• [What you are asked to do]:
Give back only one number: how many lines in the data below contain the word "shaded".

• [Input data]:
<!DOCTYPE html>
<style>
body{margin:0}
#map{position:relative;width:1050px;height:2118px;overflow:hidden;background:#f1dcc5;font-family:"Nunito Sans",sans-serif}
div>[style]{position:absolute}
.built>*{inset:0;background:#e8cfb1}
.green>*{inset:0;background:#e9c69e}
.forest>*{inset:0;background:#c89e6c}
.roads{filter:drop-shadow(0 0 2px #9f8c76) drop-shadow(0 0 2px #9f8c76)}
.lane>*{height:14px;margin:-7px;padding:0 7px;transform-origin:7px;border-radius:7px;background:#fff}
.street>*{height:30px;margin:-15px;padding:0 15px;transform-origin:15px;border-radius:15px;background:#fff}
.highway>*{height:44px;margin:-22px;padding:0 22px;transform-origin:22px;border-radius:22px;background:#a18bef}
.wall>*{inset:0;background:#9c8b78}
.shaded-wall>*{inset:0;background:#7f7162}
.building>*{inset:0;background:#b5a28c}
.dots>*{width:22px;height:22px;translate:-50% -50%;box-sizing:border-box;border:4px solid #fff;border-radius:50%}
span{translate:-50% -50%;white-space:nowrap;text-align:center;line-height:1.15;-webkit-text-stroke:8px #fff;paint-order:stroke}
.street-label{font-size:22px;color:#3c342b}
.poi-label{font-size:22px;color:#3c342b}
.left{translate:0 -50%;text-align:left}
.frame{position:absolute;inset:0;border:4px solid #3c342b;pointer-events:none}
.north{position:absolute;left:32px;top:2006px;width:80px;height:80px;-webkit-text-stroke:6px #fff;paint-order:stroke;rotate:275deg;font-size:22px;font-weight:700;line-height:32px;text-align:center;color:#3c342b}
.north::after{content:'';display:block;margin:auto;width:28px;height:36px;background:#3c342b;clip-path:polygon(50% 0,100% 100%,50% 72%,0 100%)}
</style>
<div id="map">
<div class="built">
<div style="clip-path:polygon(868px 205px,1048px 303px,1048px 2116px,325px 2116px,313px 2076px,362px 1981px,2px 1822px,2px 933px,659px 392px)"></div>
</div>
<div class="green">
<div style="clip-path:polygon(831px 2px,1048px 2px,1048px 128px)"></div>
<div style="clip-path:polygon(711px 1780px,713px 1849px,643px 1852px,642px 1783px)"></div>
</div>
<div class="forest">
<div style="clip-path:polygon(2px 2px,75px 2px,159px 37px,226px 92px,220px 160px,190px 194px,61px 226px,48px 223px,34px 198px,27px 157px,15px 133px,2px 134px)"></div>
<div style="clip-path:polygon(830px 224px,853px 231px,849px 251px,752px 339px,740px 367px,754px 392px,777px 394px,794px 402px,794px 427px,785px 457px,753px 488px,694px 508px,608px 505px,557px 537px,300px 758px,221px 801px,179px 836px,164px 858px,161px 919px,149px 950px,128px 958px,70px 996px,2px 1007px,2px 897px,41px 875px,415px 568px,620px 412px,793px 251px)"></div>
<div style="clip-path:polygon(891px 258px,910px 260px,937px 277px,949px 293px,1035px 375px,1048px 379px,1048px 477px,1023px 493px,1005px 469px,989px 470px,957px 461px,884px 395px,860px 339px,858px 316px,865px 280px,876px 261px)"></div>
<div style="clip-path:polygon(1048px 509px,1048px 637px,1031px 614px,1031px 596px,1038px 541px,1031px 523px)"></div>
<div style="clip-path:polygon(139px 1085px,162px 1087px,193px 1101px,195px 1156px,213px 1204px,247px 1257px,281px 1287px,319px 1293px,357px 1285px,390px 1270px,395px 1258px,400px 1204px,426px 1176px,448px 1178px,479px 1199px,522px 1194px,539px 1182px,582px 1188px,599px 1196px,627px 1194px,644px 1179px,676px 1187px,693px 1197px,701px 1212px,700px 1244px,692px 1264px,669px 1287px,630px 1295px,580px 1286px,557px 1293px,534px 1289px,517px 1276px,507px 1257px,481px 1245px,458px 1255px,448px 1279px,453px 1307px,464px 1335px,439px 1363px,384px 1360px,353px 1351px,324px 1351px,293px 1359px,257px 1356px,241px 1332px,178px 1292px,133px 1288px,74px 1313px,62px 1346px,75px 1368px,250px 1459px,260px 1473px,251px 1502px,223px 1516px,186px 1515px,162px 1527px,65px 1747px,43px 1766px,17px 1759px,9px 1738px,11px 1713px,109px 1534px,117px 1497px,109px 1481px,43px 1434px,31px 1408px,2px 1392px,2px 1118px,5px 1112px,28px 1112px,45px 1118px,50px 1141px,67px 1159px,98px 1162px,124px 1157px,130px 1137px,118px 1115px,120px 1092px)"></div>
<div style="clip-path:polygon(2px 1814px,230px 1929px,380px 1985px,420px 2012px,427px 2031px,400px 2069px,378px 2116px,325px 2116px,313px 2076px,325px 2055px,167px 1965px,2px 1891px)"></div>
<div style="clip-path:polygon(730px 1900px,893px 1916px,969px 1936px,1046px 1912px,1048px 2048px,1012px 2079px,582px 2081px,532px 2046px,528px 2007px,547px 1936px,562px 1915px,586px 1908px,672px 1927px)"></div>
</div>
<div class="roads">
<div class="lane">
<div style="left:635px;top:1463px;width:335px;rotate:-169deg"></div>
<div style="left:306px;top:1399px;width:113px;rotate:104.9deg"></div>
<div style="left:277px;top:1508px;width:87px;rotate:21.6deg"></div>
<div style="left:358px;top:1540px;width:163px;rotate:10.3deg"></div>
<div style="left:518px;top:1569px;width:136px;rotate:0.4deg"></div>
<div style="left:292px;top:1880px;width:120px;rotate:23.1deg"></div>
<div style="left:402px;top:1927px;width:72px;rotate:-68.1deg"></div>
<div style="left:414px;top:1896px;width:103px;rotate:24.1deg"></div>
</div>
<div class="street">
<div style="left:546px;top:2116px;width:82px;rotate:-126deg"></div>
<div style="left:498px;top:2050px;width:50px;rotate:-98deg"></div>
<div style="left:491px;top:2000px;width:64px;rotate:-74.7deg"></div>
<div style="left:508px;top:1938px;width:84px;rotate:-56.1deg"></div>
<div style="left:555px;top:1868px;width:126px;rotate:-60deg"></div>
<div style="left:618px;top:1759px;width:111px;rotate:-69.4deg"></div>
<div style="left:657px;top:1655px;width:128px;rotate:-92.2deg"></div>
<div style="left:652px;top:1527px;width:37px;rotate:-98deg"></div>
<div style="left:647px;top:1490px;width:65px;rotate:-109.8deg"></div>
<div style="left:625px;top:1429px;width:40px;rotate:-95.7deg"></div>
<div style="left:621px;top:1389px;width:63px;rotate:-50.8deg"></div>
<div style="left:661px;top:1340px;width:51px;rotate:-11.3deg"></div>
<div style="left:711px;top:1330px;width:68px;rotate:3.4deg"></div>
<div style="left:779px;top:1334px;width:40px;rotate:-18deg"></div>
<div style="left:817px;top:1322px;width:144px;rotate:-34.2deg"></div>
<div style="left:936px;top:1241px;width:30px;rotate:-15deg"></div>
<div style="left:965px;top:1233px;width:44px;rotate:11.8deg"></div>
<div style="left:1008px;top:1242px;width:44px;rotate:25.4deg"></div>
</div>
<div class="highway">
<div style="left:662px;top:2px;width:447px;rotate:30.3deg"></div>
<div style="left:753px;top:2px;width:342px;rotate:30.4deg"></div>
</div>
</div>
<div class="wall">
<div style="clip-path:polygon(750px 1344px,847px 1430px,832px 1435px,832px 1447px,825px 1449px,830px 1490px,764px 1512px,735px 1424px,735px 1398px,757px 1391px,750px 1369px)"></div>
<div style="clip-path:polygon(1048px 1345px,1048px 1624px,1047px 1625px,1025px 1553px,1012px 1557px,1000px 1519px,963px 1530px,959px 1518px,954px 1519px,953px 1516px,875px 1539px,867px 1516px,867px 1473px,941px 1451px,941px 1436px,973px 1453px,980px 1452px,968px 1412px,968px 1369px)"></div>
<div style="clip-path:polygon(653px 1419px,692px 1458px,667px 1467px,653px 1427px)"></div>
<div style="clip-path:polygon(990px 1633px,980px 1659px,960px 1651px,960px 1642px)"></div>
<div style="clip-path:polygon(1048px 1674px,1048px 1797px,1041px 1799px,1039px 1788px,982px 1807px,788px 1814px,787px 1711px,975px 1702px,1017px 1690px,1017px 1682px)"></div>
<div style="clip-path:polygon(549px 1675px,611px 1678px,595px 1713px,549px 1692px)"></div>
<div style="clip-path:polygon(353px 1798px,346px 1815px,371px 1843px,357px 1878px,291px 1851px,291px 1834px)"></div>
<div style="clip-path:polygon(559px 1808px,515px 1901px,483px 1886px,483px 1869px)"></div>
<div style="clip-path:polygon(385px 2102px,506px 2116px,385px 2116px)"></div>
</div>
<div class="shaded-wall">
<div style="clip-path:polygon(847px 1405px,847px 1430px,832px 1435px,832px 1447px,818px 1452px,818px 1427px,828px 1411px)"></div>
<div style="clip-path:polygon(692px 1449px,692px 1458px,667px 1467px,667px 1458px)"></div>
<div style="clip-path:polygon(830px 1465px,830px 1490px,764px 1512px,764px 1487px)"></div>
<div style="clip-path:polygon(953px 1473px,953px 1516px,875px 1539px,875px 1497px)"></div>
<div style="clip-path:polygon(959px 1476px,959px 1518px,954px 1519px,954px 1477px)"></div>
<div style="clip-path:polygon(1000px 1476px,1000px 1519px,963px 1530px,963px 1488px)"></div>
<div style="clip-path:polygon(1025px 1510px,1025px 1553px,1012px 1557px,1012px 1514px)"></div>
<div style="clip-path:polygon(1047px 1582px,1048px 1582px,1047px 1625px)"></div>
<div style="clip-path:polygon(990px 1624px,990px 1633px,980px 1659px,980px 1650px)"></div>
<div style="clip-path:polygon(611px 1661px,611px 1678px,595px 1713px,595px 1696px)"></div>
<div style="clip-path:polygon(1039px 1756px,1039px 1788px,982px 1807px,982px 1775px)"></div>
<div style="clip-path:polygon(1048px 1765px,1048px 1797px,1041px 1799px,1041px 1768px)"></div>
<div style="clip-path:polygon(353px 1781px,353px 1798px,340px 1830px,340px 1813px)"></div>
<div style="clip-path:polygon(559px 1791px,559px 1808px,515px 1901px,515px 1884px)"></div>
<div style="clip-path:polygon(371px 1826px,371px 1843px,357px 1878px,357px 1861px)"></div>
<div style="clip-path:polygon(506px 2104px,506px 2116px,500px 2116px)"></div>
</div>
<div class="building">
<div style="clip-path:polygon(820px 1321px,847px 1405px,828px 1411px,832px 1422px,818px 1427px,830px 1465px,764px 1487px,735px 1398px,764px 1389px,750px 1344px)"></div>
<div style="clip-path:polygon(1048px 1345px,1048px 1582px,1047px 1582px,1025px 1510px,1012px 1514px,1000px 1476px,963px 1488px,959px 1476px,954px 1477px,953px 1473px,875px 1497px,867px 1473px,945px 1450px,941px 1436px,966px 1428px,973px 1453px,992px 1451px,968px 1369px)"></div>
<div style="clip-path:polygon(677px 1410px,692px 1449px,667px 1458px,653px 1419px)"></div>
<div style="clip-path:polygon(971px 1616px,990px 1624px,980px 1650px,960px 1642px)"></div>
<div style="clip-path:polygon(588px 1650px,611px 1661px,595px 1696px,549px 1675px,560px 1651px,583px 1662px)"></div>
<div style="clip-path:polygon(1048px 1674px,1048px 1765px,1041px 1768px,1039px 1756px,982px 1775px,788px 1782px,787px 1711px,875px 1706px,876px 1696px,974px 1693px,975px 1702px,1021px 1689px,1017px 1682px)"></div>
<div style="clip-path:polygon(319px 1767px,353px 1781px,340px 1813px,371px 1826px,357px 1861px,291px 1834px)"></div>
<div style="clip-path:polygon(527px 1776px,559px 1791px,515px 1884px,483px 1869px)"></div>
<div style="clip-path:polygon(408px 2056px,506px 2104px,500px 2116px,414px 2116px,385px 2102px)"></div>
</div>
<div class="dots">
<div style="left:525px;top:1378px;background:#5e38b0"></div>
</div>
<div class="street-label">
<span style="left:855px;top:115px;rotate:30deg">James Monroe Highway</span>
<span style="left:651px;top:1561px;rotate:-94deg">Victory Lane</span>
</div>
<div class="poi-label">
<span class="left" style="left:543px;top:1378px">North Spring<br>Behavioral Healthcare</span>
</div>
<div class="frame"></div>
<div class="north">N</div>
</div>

• [Finished task]:
2